[Illustration: A Triple Natural Arch, Santa Cruz, Cal.]
No. 7 shows what has been a quadruple arch, only one part of which is still standing. Out in the sea, lonely and by itself, appears a pier, scarcely emergent from the waves, which once supported an arch parallel to the one now standing and also one at right angles to the shore. The one now standing makes the fourth. But the ever-working sea carves and carries away arch and shore alike. At some points a careful and even admiring observer sees little change for years, but the remorseless tooth gnaws on unceasingly.
[Illustration: Remains of a Quadruple Natural Arch, Santa Cruz, Cal.]
On the right near the point is seen a board sign. It says here, as in many other places, “Danger.” Sometimes two converging waves meet at the land, rise unexpectedly, sweep over the point irresistibly, and carry away anyone who stands there. One large and two small shreds of skin now gone from the palm of my left hand give proof of an experience there that did not result quite so disastrously.
The illustration facing page 188 is another example of an arch cut through the rocky barrier of the shore. But in this case the trend of the less hard rock was at such an angle to the shore that the sea broke into the channel once more, and then the combined waves from the two entrances forced the passage one hundred and forty paces inland. It terminates in another natural bridge and deep excavation beyond, which are not shown in the picture.
[Illustration: Arch Remains Side Wall Broken, Santa Clara, Cal.]
What becomes of this comminuted rock, cleft by wedges of water, scoured over by hundreds of tons of sharp sand?
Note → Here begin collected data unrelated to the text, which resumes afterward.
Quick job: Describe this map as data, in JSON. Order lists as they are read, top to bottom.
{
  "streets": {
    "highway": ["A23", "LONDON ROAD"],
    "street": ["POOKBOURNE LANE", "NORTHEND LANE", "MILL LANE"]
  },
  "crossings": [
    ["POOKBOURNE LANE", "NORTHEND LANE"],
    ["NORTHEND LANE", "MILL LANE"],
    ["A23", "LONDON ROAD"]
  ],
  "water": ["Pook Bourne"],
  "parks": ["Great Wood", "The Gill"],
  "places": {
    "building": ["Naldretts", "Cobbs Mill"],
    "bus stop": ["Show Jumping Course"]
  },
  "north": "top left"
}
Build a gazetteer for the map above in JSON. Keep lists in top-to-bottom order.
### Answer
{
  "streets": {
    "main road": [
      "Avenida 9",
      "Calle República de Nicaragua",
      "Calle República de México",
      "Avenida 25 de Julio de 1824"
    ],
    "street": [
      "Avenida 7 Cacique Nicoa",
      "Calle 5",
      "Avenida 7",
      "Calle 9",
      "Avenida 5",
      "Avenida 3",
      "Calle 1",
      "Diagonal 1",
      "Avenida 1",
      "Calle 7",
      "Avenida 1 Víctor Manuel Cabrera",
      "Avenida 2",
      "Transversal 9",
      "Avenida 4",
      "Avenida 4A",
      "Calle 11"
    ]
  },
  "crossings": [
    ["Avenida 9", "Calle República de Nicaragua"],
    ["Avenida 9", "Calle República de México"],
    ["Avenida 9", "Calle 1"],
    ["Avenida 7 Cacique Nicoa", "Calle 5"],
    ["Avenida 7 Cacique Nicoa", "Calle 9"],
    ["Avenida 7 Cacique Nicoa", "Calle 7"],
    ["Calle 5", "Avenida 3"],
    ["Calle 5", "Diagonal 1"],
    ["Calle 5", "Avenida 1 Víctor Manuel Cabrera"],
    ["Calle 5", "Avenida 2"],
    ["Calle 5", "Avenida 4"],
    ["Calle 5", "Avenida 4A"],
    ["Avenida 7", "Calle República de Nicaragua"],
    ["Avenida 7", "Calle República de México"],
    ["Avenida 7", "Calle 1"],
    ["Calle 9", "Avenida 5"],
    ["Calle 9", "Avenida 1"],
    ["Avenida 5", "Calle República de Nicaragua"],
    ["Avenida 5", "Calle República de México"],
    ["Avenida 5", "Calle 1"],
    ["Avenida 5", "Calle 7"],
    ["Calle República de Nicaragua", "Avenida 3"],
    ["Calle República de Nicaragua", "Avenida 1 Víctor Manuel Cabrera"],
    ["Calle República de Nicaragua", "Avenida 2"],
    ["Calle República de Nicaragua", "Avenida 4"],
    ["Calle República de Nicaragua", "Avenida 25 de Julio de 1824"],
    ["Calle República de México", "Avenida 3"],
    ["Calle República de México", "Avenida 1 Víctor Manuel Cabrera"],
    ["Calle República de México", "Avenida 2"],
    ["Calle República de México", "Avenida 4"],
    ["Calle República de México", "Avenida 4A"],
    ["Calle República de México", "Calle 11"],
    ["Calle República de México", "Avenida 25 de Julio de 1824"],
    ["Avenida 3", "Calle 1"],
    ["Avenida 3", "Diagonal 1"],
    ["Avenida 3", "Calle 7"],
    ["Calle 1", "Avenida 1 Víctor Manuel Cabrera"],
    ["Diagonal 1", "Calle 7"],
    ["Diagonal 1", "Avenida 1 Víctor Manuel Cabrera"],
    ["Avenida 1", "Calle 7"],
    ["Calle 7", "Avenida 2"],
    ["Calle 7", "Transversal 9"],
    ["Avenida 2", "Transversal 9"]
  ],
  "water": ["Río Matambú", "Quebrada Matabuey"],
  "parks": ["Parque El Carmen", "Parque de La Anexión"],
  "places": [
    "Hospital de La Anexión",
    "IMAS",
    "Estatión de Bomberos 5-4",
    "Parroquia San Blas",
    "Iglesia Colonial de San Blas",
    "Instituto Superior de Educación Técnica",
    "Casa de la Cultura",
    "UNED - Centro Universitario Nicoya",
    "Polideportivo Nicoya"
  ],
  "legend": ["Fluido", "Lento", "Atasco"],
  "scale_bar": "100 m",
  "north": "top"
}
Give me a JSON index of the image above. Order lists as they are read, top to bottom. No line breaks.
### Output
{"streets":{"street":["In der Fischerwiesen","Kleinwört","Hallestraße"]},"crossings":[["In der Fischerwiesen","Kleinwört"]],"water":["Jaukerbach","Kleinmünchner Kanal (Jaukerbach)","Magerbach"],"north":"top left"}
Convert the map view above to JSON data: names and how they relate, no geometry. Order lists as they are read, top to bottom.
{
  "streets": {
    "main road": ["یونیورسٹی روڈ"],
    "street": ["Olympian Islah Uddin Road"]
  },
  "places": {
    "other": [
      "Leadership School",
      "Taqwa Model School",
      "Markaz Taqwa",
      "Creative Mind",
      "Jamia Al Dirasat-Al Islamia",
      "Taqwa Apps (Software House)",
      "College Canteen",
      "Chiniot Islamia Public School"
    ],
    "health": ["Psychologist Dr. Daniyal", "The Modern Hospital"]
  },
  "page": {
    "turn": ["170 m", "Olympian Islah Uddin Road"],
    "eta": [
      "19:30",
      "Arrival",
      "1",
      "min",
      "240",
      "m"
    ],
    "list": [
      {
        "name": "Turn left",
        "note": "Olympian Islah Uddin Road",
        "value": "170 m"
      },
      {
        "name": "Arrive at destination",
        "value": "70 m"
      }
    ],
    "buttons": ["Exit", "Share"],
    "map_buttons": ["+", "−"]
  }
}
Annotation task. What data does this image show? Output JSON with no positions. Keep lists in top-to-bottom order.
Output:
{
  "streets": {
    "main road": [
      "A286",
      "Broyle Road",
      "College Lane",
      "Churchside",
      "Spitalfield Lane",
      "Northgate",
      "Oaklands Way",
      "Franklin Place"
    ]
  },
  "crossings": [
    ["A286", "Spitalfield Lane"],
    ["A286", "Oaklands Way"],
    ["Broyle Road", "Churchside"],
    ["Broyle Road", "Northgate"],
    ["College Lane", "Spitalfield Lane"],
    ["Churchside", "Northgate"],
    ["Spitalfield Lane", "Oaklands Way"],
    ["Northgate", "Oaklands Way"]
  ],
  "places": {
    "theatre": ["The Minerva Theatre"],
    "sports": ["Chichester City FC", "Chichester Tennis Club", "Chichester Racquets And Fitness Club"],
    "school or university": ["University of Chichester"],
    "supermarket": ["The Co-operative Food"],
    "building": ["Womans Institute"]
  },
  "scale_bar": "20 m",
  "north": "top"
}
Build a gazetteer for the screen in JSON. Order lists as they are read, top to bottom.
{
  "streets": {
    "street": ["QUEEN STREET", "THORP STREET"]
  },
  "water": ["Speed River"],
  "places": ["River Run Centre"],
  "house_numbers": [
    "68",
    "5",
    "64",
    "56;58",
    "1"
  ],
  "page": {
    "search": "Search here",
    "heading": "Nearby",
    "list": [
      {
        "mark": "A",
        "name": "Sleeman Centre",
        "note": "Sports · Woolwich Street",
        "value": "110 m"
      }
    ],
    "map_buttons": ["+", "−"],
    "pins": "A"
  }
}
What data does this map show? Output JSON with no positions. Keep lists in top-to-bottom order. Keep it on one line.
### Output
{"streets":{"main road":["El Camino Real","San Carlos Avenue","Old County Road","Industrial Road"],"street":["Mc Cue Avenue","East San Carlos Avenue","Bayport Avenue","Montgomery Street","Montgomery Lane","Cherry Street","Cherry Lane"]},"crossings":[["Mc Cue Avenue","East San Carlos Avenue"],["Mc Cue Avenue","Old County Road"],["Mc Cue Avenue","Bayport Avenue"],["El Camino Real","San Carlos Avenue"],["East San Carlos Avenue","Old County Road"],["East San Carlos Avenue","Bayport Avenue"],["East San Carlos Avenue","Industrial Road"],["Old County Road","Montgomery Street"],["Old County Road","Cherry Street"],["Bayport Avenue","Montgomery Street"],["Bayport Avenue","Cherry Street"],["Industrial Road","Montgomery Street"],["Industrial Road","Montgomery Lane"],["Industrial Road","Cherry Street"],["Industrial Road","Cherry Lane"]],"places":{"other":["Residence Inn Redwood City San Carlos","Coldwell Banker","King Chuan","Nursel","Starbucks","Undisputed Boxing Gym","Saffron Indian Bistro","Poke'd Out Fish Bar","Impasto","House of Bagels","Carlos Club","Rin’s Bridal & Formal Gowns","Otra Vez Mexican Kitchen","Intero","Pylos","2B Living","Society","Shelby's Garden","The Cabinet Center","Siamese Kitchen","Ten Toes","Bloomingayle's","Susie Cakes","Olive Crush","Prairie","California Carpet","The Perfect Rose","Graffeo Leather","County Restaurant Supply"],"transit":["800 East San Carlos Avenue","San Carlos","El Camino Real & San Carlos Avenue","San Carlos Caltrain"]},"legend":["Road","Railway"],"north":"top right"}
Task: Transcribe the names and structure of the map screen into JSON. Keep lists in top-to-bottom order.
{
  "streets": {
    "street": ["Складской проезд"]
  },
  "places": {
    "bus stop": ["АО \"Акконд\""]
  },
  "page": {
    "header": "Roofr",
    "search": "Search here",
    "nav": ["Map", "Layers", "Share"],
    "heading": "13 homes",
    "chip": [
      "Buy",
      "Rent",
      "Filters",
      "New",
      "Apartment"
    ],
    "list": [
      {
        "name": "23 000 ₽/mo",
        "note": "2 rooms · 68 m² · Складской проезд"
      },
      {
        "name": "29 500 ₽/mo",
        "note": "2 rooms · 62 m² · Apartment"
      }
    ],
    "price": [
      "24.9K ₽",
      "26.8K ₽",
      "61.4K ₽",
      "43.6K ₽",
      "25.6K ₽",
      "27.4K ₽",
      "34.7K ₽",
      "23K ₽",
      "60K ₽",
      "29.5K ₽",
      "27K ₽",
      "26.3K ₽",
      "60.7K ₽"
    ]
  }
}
It is carried out by gentle undercurrents into the bay and ocean, and laid down where winds never blow nor waves ever beat, as gently as dust falls through the summer air. It incloses fossils of the plant and animal life of to-day. There rest in nature’s own sepulcher the skeletons of sharks and whales of to-day and possibly of man. Sometime, if the depths become heights, as they have in a thousand places in the past, a fit intelligence may read therein much of the present history of the world. We say to that coming age, as a past age has said to us, “Speak to the earth and it shall teach thee, and the fishes of the sea shall declare unto thee.”
THE POWER OF VEGETABLE LIFE
I have a great variety of little masses of matter—some small as a pin’s blunt point, and none of them bigger than a pin’s head. They are smooth, glossy, hard, exceedingly beautiful under the microscope, and clearly distinguishable one from another. They have such intense individuality, are so self-assertive, that by no process can those of one kind be made to look or act like those of another. These little masses of matter are centers of incredible power. They are seeds.